Saved entries:
[Start of Attachment]
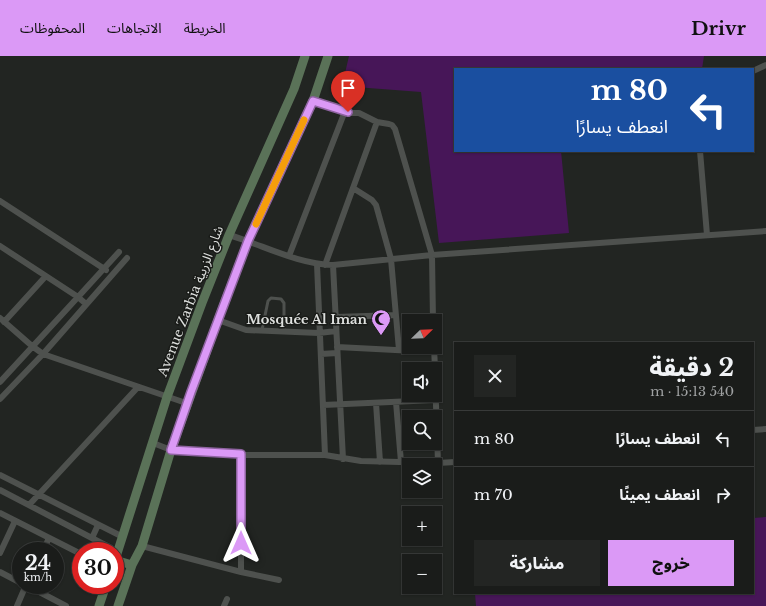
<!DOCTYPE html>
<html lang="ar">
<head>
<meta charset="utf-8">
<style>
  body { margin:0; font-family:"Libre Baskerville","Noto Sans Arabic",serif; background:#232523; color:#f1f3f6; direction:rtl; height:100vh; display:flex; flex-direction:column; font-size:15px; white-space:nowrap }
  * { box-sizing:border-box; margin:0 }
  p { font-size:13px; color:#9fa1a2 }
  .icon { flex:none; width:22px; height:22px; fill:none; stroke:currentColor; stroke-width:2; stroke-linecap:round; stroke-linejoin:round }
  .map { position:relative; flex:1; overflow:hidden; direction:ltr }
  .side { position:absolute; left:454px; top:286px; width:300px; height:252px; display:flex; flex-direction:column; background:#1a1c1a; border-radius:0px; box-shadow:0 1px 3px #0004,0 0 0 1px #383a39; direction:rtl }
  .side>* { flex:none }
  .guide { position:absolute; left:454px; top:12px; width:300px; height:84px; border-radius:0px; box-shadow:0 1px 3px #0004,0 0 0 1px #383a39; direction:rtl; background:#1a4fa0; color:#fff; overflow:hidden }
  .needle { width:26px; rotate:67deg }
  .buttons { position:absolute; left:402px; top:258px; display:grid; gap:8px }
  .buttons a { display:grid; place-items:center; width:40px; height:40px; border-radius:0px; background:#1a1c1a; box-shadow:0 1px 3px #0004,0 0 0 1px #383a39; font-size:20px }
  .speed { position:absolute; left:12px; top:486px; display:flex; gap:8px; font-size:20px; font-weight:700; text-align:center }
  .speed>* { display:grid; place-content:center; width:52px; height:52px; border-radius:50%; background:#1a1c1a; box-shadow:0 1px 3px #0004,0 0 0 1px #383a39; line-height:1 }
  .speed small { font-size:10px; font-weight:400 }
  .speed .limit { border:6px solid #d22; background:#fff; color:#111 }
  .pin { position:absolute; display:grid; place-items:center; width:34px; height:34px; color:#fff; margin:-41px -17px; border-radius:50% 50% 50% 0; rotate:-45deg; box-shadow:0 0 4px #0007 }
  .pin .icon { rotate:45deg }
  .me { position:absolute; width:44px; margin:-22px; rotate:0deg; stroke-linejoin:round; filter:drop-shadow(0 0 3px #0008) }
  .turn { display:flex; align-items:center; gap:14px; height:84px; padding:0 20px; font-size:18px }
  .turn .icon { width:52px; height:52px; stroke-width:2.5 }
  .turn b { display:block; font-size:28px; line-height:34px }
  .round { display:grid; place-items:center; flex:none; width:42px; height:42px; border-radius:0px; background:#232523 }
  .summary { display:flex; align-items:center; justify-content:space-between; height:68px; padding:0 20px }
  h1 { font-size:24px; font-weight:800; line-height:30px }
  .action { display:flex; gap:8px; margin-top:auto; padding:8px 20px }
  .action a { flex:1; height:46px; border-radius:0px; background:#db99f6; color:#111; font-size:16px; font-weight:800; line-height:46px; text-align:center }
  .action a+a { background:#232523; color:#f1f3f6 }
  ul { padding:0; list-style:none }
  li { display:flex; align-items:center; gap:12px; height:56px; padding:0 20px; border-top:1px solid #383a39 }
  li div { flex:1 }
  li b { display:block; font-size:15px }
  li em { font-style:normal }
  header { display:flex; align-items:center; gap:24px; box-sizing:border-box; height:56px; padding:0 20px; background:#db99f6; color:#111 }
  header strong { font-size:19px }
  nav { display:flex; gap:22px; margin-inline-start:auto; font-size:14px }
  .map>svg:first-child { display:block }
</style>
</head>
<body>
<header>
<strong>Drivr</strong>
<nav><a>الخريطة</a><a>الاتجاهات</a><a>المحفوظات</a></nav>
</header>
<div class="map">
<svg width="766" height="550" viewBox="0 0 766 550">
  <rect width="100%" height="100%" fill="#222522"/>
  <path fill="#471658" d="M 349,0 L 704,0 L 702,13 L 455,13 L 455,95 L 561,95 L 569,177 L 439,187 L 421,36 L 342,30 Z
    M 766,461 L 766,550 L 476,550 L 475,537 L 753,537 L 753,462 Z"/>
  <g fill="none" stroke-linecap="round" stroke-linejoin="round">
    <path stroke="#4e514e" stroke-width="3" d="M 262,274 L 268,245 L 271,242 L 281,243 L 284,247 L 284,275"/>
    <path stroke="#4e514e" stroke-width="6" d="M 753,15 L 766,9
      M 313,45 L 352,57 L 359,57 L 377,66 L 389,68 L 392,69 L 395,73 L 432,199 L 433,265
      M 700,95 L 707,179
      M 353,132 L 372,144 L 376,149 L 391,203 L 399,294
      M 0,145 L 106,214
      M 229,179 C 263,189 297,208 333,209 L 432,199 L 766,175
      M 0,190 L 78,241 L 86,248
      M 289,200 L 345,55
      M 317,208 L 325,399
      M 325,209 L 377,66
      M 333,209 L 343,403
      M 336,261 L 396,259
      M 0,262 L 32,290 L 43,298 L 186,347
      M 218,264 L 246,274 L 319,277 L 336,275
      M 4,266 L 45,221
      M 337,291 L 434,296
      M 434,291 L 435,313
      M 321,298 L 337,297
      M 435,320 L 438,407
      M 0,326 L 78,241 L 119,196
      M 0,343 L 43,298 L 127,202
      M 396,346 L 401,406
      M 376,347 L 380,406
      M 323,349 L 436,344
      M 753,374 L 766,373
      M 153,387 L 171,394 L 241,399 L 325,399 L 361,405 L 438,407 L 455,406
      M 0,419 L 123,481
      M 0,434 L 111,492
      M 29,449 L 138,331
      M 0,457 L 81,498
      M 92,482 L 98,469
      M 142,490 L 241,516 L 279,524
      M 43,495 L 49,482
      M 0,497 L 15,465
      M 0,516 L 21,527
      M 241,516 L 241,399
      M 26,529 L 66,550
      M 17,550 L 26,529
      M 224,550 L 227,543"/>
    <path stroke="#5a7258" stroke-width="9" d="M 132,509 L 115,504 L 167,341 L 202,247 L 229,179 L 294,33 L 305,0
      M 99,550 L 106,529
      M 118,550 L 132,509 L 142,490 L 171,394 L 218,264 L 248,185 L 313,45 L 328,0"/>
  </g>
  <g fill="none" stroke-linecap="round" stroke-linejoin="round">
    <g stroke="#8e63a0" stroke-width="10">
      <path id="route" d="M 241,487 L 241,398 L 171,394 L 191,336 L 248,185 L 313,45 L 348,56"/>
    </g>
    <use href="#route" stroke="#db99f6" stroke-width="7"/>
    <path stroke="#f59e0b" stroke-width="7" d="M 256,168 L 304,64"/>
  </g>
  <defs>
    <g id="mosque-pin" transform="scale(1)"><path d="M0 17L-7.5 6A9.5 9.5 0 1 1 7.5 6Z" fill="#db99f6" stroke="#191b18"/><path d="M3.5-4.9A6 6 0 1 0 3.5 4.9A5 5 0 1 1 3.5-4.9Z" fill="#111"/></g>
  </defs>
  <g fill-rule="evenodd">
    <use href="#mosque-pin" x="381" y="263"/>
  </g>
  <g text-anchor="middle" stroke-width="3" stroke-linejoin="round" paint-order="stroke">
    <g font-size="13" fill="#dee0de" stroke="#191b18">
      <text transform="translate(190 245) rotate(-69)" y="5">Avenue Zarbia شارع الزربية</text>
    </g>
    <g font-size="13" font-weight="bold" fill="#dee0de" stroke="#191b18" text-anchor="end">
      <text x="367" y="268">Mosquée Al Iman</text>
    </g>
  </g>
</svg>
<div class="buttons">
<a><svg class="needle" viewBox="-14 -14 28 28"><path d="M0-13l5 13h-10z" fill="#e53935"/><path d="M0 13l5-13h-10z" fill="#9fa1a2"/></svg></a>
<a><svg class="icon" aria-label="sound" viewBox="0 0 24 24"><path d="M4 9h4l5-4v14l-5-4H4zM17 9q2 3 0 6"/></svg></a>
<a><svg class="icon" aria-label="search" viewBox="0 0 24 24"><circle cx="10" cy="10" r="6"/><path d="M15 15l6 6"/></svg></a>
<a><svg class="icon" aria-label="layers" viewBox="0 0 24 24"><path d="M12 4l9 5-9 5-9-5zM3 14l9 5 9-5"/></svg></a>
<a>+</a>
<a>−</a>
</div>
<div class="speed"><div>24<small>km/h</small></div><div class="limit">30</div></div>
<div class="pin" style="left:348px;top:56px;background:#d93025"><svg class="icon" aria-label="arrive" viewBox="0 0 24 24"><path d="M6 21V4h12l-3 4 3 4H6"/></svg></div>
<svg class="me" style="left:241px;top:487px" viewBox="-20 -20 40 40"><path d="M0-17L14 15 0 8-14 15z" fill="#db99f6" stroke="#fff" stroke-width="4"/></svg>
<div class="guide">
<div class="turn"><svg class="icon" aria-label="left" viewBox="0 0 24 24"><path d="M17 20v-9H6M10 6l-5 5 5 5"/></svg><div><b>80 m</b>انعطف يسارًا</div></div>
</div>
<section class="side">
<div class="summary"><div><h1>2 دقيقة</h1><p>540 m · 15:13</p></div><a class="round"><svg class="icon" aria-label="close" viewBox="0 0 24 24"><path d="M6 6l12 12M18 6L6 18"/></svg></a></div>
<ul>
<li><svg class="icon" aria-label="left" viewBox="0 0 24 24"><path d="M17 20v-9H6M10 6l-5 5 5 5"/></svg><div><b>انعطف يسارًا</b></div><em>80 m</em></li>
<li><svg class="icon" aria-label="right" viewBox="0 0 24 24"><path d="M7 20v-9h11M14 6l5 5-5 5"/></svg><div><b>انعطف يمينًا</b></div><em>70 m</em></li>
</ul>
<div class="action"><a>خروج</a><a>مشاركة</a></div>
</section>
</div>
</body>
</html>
[End of Attachment]
YOUR INSTRUCTIONS: Starting with the first line of the data above, write out each line exactly up to and including the line that holds "position:absolute; left:402px; top:258px;". Pictures stay out.

YOUR RESPONSE:
<!DOCTYPE html>
<html lang="ar">
<head>
<meta charset="utf-8">
<style>
  body { margin:0; font-family:"Libre Baskerville","Noto Sans Arabic",serif; background:#232523; color:#f1f3f6; direction:rtl; height:100vh; display:flex; flex-direction:column; font-size:15px; white-space:nowrap }
  * { box-sizing:border-box; margin:0 }
  p { font-size:13px; color:#9fa1a2 }
  .icon { flex:none; width:22px; height:22px; fill:none; stroke:currentColor; stroke-width:2; stroke-linecap:round; stroke-linejoin:round }
  .map { position:relative; flex:1; overflow:hidden; direction:ltr }
  .side { position:absolute; left:454px; top:286px; width:300px; height:252px; display:flex; flex-direction:column; background:#1a1c1a; border-radius:0px; box-shadow:0 1px 3px #0004,0 0 0 1px #383a39; direction:rtl }
  .side>* { flex:none }
  .guide { position:absolute; left:454px; top:12px; width:300px; height:84px; border-radius:0px; box-shadow:0 1px 3px #0004,0 0 0 1px #383a39; direction:rtl; background:#1a4fa0; color:#fff; overflow:hidden }
  .needle { width:26px; rotate:67deg }
  .buttons { position:absolute; left:402px; top:258px; display:grid; gap:8px }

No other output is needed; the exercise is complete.